◆ **Exercise brief**: Return all lines of the data in which the string "body" occurs.

◆ **Supplied material**:
■ ■ ■
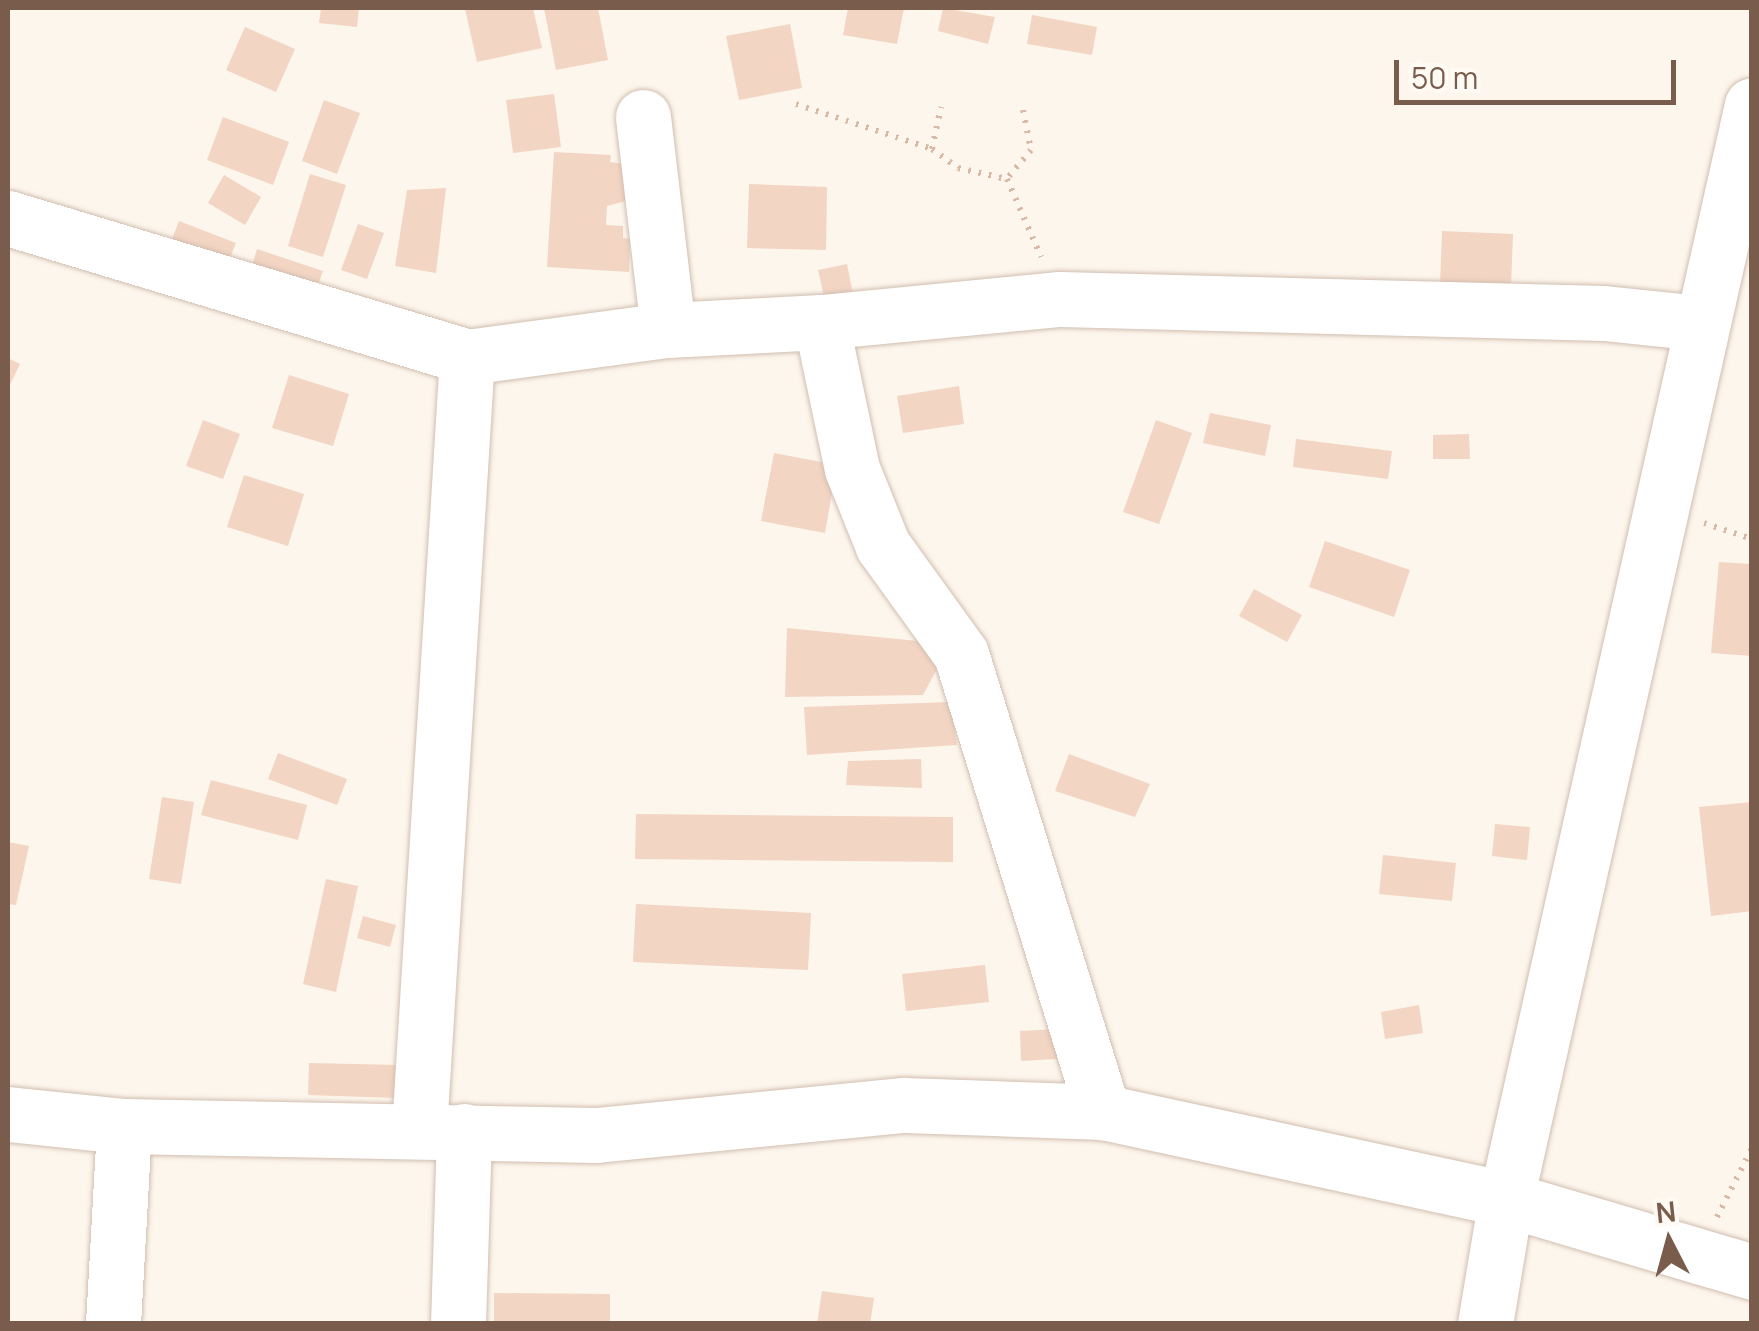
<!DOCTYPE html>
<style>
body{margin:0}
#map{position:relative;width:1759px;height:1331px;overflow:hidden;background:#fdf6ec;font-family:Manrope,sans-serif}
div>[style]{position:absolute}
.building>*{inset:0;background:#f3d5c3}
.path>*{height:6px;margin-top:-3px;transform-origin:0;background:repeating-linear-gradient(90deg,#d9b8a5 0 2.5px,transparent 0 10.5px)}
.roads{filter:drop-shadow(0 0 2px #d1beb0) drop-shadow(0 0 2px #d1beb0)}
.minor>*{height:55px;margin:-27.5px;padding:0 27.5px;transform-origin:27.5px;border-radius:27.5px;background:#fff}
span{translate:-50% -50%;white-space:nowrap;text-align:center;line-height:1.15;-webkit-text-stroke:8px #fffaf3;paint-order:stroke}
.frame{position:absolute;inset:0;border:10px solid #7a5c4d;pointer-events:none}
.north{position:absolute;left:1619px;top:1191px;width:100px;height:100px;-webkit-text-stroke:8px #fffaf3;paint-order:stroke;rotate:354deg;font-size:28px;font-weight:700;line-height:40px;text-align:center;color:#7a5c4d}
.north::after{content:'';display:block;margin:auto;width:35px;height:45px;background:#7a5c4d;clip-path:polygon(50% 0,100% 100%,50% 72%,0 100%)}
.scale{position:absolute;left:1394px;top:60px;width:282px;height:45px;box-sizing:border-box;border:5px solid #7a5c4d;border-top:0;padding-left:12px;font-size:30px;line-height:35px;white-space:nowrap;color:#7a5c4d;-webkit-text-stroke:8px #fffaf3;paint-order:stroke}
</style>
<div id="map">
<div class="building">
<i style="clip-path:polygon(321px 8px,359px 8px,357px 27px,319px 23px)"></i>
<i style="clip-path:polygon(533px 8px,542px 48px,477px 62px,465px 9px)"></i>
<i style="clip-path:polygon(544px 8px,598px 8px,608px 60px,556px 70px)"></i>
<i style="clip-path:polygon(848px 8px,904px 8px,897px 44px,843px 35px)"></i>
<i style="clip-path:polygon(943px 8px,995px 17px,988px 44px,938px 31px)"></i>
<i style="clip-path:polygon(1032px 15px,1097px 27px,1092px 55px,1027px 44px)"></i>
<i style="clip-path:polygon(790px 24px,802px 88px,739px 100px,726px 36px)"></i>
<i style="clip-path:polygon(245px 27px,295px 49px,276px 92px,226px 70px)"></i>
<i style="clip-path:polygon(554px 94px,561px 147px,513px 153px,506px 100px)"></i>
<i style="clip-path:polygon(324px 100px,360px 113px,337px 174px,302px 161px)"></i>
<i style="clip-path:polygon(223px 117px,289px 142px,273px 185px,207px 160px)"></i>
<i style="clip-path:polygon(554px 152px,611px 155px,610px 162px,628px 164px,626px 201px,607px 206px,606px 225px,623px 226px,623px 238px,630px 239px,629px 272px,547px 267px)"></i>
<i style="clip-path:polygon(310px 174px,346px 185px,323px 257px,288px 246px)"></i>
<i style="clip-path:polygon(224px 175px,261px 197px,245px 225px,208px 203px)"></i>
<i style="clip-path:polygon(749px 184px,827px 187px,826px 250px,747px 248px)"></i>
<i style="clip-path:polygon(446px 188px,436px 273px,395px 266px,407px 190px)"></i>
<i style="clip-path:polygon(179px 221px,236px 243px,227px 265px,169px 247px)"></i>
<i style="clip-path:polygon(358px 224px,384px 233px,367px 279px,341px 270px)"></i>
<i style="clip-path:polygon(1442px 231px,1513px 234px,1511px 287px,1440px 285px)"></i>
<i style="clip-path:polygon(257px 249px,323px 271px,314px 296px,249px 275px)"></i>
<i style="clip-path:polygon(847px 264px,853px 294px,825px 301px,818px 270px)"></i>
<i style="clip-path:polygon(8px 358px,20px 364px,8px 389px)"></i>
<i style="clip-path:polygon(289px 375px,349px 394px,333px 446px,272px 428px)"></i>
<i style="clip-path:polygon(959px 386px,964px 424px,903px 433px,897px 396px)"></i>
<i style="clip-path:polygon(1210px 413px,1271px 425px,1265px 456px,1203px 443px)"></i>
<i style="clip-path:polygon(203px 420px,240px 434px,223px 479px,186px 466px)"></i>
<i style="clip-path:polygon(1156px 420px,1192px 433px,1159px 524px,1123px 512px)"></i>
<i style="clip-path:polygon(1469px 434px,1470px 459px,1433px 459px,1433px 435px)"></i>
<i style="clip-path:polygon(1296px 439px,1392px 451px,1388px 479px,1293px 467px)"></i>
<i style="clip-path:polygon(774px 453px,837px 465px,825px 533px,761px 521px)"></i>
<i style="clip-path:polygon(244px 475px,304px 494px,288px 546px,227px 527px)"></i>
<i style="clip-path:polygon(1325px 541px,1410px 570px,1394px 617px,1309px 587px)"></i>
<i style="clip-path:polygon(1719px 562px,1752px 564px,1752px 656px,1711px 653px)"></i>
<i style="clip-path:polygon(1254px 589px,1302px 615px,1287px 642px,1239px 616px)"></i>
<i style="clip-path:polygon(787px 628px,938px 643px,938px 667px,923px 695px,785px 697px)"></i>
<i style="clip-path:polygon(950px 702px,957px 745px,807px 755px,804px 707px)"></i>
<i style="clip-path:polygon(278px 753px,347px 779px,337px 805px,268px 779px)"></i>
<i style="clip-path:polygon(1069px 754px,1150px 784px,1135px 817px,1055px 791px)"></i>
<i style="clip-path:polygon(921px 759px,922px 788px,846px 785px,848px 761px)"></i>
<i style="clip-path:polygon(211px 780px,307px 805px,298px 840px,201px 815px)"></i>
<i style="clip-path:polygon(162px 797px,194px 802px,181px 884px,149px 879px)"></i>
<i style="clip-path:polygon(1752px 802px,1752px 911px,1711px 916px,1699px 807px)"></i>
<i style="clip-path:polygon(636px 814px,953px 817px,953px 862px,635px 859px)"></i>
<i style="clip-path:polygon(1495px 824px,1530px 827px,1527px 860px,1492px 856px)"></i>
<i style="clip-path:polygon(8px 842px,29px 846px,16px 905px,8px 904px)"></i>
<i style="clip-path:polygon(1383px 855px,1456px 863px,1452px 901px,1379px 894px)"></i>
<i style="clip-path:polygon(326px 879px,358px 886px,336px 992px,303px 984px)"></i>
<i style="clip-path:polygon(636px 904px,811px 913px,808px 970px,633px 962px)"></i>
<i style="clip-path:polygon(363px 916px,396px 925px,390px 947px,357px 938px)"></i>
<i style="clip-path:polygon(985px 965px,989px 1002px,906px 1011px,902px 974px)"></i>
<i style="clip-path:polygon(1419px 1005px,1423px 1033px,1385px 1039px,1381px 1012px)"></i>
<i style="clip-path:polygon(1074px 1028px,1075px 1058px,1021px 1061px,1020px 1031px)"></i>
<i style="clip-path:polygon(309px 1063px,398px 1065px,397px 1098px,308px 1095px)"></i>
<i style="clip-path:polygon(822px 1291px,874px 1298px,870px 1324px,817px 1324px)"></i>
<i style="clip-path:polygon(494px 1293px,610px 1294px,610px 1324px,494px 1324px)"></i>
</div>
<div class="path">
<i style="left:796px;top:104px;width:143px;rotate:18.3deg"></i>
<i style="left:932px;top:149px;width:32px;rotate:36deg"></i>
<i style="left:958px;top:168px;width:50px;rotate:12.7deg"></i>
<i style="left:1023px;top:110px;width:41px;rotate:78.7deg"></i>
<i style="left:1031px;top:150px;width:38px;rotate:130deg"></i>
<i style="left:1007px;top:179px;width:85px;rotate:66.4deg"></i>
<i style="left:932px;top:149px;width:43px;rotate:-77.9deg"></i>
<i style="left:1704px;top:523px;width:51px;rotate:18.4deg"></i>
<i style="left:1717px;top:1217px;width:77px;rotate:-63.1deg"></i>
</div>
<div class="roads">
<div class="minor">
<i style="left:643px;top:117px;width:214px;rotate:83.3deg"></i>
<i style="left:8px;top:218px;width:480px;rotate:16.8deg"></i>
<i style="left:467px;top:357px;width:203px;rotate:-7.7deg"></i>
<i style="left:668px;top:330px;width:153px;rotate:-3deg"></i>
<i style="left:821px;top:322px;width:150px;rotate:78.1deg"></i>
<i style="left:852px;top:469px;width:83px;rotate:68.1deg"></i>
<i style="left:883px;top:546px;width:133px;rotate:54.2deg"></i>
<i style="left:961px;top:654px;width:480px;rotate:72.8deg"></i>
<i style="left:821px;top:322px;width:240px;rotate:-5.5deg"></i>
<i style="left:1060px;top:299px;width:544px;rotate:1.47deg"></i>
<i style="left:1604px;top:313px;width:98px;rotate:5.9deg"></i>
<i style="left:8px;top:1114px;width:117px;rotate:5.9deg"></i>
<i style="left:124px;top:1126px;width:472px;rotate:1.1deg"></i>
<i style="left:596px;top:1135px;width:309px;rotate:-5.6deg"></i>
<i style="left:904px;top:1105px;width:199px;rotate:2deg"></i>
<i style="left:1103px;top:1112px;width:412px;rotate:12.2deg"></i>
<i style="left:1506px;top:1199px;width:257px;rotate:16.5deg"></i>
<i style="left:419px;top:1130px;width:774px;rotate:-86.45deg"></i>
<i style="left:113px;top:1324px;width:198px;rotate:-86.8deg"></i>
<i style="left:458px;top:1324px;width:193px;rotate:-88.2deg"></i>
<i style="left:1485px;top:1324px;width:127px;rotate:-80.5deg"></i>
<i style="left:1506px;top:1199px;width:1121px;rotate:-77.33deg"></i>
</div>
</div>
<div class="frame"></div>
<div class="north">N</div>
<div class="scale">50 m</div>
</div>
■ ■ ■
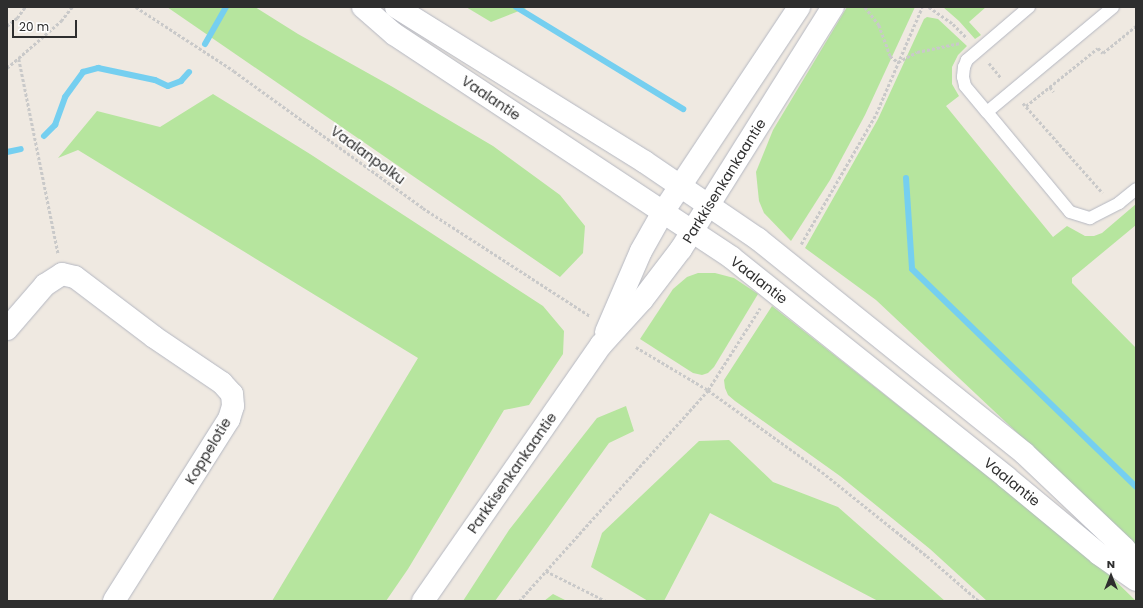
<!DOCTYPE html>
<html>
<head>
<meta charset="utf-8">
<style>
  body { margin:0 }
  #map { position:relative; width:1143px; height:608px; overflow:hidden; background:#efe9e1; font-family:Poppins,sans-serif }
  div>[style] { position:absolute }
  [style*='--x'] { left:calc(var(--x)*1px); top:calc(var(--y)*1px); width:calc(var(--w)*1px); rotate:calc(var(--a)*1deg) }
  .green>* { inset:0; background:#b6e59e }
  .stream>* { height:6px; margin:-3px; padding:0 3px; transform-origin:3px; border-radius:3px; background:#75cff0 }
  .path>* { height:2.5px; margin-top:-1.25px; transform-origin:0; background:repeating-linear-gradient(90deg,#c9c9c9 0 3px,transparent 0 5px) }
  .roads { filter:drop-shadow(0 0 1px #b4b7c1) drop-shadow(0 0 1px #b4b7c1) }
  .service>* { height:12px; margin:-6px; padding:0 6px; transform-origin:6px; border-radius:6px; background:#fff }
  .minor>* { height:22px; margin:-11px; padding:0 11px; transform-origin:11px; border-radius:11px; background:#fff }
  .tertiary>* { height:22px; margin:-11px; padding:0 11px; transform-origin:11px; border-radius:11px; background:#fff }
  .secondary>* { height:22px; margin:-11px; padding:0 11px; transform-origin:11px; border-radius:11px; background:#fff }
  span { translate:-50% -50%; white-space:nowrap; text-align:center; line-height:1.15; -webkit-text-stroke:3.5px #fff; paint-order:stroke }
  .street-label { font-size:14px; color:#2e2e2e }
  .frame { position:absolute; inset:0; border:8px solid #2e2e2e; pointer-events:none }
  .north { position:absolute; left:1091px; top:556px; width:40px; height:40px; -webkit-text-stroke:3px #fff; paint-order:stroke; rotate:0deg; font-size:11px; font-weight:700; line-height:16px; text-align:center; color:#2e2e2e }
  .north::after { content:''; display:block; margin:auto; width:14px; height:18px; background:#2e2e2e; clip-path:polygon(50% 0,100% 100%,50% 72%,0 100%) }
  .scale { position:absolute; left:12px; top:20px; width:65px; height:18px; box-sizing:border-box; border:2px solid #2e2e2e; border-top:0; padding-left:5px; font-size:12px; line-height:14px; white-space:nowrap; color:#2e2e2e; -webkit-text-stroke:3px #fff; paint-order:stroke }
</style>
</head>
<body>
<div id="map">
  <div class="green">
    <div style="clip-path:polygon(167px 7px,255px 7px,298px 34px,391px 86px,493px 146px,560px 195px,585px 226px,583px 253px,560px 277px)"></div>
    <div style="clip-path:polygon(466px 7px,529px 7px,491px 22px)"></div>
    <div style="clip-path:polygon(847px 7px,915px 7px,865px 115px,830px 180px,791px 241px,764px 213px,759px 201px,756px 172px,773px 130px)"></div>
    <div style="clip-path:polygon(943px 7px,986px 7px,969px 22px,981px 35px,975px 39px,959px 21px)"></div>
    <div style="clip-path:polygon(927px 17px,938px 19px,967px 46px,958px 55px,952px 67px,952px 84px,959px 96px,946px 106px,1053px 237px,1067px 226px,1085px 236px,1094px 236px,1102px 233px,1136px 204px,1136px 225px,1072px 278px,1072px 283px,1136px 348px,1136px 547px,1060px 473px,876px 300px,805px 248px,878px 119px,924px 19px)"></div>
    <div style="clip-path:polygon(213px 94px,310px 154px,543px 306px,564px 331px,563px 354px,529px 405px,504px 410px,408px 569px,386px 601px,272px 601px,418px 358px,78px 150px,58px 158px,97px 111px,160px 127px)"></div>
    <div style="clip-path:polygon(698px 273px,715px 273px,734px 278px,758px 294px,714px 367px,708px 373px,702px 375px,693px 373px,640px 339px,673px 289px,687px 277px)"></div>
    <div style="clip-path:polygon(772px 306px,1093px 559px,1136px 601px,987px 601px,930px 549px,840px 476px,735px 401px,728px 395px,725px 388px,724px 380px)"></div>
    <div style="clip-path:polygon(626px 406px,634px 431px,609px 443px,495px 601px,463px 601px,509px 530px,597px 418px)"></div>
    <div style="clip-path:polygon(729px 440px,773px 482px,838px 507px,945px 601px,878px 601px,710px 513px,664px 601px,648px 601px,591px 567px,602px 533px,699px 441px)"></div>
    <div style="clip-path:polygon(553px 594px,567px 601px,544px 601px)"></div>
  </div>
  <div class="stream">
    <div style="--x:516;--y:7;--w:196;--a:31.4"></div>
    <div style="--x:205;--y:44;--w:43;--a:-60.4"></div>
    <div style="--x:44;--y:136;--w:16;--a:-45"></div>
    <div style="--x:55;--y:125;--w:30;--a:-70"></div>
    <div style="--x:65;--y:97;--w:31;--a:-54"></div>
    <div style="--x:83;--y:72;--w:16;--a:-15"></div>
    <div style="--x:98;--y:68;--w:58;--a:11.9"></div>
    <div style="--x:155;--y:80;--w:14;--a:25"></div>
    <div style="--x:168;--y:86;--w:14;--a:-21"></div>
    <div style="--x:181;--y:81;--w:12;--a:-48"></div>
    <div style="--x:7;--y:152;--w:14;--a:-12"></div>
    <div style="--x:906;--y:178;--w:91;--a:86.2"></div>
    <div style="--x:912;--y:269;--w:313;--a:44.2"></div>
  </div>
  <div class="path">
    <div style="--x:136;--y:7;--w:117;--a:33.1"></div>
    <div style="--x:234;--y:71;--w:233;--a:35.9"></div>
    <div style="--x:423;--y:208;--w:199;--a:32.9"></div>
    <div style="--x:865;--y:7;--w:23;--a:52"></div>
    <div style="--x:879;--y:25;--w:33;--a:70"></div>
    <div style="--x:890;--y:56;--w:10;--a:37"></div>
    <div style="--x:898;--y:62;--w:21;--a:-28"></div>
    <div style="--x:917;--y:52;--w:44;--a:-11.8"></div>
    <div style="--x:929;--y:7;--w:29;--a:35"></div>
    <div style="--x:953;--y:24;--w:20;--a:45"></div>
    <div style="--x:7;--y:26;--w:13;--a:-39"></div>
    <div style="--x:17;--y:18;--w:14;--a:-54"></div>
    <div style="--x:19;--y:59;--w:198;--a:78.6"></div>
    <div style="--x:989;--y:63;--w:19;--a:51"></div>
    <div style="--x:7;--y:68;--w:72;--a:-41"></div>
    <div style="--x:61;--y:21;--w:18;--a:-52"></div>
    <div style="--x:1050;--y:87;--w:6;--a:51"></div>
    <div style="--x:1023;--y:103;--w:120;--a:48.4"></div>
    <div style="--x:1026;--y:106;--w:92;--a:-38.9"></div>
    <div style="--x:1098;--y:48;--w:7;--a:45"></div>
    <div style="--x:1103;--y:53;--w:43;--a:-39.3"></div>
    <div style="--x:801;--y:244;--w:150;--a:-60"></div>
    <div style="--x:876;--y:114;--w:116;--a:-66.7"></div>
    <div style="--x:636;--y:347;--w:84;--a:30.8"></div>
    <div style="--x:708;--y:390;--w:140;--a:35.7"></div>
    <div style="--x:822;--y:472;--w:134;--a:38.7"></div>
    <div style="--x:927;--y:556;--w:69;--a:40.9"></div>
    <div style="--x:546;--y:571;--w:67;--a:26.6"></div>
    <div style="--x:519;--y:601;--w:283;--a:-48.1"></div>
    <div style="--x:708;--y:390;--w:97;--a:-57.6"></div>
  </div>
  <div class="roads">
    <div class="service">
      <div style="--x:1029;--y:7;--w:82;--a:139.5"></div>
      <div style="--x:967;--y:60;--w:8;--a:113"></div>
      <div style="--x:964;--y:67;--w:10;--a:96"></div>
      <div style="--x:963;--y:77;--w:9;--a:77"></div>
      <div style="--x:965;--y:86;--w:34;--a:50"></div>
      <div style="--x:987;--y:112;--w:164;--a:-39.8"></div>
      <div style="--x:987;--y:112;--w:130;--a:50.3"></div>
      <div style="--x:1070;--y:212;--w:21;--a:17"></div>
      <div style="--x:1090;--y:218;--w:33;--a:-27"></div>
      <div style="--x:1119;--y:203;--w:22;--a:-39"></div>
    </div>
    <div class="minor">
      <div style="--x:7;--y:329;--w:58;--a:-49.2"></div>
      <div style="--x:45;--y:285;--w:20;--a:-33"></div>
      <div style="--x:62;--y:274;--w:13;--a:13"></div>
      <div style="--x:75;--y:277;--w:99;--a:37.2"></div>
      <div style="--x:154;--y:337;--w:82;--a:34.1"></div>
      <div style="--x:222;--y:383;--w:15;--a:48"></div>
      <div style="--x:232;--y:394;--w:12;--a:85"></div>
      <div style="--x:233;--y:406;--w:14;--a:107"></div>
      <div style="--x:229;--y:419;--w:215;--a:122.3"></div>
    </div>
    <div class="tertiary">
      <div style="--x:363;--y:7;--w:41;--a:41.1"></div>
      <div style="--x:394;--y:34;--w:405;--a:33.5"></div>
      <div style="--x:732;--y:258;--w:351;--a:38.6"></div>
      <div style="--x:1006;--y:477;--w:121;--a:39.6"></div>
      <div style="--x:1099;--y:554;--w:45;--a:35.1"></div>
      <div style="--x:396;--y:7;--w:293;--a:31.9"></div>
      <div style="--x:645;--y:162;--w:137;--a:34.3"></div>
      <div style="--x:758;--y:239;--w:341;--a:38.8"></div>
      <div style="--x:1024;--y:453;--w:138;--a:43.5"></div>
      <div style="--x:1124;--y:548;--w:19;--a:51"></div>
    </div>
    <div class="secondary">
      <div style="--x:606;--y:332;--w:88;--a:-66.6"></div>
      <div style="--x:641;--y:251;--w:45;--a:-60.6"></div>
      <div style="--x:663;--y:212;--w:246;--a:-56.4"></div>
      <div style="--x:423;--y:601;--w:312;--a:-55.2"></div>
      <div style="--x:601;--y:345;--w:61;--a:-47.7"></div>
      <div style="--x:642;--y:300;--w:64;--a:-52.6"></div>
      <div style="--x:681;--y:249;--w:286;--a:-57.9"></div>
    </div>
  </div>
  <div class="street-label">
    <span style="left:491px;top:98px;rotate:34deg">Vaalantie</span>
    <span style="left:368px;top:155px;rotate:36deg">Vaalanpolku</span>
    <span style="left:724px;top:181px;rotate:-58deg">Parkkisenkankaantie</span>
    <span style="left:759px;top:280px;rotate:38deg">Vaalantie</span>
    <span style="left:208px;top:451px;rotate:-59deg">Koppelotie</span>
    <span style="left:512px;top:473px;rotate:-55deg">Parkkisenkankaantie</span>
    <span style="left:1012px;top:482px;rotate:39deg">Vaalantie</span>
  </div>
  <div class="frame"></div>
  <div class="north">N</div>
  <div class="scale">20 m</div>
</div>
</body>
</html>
■ ■ ■
◆ **Written response**:
body{margin:0}
  body { margin:0 }
<body>
</body>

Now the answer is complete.